▸ Assignment:
Scan the material for the string "compass" and copy out every line in which it occurs.

▸ Input data:
----

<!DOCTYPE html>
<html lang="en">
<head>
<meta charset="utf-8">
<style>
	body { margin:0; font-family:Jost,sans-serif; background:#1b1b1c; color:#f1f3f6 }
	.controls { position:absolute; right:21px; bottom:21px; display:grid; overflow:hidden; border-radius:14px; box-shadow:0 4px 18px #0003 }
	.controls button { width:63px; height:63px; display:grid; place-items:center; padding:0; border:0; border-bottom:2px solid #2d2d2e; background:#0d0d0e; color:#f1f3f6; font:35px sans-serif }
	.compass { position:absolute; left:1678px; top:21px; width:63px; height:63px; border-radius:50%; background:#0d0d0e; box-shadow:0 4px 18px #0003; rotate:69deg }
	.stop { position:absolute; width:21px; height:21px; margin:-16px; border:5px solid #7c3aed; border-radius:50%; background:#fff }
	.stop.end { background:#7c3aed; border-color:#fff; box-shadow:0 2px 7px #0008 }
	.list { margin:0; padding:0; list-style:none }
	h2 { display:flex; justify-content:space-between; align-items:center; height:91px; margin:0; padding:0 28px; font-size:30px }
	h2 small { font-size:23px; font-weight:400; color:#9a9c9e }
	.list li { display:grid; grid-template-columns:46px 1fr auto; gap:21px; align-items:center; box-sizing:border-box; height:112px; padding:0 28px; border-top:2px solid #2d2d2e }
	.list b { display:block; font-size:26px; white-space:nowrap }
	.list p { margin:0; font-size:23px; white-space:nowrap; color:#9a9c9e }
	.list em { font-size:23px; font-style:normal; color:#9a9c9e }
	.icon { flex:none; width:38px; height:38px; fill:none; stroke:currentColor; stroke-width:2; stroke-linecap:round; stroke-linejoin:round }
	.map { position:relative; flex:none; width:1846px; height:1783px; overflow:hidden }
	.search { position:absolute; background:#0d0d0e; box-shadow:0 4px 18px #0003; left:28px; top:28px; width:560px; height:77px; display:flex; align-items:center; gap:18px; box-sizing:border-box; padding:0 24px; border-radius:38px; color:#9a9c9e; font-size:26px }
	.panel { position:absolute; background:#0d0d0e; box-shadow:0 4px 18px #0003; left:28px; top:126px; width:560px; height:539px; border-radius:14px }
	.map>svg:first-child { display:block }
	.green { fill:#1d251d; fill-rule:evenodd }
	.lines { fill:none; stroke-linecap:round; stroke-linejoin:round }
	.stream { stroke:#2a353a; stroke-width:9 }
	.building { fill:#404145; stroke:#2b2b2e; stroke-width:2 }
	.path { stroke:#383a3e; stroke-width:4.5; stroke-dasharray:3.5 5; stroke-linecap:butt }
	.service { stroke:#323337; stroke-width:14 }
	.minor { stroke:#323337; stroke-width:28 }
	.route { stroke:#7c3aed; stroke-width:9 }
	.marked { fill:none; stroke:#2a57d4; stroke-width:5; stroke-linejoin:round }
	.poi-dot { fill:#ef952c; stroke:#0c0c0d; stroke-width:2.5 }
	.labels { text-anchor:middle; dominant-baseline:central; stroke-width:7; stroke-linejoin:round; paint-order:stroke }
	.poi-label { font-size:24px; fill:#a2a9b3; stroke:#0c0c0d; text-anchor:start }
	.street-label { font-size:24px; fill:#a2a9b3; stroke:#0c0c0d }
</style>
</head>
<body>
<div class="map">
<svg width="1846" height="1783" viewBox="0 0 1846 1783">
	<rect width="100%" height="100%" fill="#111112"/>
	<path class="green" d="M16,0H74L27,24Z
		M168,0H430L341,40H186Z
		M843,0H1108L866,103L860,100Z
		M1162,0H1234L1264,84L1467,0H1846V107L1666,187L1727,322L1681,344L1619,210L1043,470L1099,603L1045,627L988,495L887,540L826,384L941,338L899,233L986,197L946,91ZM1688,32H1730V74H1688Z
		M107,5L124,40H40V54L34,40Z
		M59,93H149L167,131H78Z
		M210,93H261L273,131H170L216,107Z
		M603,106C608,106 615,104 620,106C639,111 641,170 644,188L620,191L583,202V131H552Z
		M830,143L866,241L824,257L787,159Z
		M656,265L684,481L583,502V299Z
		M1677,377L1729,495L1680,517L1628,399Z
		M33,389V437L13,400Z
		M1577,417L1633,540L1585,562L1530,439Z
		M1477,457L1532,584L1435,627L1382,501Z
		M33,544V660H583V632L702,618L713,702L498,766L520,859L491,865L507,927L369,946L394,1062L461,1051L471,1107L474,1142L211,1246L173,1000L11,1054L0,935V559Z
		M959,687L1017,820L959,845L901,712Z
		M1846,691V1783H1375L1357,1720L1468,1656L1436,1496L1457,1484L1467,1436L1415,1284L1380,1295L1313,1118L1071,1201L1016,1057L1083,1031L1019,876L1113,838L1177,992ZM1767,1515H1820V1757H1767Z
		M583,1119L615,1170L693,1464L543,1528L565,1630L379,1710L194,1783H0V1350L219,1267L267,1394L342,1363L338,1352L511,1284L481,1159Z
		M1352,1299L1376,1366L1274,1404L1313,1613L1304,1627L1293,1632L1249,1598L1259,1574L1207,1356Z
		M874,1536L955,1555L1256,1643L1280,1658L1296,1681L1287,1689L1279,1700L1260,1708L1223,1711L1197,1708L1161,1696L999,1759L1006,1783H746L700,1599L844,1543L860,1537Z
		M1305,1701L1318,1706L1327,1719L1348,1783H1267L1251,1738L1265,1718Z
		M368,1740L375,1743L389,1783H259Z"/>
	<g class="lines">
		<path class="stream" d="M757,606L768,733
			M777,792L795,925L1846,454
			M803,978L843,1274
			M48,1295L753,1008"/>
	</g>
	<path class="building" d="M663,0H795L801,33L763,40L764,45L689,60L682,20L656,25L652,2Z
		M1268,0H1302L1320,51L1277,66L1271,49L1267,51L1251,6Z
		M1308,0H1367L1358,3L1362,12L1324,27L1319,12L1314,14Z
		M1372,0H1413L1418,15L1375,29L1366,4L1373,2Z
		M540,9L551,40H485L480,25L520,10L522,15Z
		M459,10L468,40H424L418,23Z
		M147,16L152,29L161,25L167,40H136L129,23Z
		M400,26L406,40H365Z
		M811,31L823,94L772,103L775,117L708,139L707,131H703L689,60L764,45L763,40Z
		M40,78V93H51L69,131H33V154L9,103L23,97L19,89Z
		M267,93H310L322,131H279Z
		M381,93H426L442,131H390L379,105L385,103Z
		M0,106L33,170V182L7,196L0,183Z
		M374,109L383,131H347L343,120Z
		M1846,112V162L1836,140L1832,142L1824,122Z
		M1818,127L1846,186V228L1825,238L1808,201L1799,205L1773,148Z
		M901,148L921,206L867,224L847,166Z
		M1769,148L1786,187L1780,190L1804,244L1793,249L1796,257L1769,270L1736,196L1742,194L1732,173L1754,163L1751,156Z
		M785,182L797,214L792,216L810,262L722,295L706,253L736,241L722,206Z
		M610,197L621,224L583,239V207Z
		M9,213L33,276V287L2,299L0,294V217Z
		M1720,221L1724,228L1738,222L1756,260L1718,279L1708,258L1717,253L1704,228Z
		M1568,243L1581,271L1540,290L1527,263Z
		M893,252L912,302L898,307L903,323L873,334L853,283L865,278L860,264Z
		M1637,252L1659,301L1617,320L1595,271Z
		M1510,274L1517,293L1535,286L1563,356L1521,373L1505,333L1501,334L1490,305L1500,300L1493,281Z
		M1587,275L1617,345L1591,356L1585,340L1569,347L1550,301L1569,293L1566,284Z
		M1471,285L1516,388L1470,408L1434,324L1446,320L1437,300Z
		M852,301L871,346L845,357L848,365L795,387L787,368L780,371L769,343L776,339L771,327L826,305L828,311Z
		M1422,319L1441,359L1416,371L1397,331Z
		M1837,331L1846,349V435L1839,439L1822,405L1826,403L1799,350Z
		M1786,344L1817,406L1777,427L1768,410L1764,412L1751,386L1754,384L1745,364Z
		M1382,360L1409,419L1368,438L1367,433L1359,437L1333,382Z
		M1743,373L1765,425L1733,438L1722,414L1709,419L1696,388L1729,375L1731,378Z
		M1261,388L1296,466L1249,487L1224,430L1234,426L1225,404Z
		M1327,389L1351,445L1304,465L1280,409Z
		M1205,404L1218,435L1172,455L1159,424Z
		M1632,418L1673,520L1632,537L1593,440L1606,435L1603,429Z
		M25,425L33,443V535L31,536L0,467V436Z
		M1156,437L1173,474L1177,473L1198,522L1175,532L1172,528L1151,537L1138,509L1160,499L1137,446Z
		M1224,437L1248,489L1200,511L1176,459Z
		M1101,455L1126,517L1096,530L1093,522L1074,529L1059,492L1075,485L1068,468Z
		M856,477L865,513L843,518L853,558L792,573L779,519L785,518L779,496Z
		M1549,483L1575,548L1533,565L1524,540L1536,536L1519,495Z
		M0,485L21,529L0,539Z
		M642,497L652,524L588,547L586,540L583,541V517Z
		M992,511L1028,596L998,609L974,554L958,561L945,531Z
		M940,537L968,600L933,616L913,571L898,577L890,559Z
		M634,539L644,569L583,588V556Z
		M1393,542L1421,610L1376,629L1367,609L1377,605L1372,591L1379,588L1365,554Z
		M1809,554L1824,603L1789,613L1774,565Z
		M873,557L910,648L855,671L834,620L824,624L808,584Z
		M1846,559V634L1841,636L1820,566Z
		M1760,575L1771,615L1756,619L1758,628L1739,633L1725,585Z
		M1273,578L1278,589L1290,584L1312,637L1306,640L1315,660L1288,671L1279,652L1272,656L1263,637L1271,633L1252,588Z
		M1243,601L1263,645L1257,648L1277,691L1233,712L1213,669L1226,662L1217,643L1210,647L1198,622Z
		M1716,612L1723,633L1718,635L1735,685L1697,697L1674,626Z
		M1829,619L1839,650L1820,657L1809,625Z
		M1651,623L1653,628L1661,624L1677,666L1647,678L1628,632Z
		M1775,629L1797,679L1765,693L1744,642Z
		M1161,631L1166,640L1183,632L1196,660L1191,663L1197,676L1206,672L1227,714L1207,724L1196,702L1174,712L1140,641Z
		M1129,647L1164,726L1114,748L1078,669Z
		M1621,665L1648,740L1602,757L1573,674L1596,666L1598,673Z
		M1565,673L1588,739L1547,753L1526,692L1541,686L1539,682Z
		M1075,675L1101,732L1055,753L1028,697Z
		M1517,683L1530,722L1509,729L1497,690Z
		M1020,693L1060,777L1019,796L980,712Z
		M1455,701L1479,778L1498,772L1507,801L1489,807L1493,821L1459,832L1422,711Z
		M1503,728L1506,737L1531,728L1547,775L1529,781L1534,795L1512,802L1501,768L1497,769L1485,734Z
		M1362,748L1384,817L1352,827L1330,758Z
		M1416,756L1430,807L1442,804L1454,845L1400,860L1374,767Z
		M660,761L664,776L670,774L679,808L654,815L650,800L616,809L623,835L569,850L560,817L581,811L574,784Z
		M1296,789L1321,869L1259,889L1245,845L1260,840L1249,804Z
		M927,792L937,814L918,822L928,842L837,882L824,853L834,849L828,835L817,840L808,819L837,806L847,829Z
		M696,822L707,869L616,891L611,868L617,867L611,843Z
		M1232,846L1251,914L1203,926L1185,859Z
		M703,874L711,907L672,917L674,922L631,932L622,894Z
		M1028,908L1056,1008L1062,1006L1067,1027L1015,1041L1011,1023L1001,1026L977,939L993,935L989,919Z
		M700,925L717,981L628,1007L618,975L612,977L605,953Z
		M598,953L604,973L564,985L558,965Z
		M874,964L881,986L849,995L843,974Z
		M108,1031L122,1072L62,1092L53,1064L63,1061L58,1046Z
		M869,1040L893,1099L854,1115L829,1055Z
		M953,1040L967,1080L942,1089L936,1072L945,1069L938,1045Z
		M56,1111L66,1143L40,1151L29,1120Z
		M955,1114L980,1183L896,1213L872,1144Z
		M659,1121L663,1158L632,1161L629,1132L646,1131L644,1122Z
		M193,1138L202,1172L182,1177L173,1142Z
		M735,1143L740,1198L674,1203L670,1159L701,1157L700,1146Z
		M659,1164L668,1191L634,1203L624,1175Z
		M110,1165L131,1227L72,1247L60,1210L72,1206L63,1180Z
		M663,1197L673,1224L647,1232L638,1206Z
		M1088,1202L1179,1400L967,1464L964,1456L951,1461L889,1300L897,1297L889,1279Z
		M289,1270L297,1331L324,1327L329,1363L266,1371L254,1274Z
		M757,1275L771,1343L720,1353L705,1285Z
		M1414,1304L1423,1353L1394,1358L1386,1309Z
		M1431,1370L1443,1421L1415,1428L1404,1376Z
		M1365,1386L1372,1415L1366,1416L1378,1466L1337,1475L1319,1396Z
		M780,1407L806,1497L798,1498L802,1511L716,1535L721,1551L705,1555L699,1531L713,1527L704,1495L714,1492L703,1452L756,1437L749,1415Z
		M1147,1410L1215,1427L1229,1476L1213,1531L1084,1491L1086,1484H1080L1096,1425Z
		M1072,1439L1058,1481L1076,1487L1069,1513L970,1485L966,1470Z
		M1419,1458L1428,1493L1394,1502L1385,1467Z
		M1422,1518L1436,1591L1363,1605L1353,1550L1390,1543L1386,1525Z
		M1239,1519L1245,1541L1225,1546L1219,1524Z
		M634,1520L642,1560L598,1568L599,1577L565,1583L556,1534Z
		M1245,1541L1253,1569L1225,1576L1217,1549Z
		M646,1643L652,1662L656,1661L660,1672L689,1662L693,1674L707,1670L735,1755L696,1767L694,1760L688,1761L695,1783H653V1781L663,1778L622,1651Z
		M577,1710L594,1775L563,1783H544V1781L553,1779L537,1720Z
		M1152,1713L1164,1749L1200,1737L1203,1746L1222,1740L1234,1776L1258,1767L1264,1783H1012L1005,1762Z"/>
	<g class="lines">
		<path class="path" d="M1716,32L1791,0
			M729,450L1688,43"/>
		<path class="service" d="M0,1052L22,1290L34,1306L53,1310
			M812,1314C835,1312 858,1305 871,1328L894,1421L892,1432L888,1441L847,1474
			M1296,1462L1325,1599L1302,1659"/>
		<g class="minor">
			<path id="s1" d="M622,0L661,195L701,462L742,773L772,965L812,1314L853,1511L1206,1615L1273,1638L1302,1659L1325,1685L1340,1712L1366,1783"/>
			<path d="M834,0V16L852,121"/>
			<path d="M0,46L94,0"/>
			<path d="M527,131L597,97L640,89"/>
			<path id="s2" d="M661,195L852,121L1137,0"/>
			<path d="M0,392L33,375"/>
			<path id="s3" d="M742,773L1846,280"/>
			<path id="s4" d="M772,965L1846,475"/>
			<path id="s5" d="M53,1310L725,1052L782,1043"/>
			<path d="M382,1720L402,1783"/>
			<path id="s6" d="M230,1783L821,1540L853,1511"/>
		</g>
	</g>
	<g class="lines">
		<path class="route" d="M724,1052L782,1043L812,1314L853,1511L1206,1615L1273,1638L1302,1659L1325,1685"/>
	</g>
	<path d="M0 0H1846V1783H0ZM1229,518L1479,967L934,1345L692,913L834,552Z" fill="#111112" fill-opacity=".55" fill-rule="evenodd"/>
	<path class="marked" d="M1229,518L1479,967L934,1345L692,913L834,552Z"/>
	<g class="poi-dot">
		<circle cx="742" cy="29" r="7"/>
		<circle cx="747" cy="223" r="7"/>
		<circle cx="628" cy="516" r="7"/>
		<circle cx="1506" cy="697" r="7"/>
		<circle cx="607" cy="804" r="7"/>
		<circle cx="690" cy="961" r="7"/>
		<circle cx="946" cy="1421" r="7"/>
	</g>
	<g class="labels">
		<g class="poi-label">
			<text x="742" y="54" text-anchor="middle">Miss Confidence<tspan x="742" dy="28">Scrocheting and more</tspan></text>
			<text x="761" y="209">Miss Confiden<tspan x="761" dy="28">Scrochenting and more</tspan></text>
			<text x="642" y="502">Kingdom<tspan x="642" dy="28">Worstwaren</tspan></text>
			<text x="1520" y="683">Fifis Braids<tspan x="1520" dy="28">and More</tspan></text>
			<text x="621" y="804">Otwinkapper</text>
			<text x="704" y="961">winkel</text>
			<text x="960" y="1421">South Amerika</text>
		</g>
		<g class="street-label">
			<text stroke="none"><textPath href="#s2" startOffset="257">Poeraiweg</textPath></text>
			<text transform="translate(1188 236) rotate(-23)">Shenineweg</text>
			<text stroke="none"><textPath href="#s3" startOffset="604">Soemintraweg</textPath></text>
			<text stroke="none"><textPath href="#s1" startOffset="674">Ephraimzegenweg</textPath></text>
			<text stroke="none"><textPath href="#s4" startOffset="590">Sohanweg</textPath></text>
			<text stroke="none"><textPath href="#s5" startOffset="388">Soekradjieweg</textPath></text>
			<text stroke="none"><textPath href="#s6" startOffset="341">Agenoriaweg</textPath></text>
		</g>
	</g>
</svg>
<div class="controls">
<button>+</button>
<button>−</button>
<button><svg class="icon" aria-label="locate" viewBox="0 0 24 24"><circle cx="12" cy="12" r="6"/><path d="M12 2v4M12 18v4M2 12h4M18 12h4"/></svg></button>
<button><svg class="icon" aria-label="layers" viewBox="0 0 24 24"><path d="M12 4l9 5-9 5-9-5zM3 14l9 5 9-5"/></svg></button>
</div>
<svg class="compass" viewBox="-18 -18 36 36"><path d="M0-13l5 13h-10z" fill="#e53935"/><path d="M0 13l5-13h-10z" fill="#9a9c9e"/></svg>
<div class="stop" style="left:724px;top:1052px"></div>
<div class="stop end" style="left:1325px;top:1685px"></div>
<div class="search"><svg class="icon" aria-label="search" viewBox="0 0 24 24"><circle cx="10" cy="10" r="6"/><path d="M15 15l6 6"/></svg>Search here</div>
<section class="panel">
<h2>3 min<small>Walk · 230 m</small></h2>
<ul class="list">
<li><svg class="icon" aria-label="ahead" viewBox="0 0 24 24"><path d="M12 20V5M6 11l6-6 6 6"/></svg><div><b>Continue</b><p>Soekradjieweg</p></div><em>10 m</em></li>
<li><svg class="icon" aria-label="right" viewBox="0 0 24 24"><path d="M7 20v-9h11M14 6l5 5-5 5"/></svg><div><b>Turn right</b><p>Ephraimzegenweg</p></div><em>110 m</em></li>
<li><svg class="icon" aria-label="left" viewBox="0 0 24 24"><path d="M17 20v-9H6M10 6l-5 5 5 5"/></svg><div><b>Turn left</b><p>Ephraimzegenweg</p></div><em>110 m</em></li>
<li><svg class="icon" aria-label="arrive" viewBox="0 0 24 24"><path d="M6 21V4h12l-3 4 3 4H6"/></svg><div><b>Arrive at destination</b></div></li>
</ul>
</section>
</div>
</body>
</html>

----

▸ Completed task:
	.compass { position:absolute; left:1678px; top:21px; width:63px; height:63px; border-radius:50%; background:#0d0d0e; box-shadow:0 4px 18px #0003; rotate:69deg }
<svg class="compass" viewBox="-18 -18 36 36"><path d="M0-13l5 13h-10z" fill="#e53935"/><path d="M0 13l5-13h-10z" fill="#9a9c9e"/></svg>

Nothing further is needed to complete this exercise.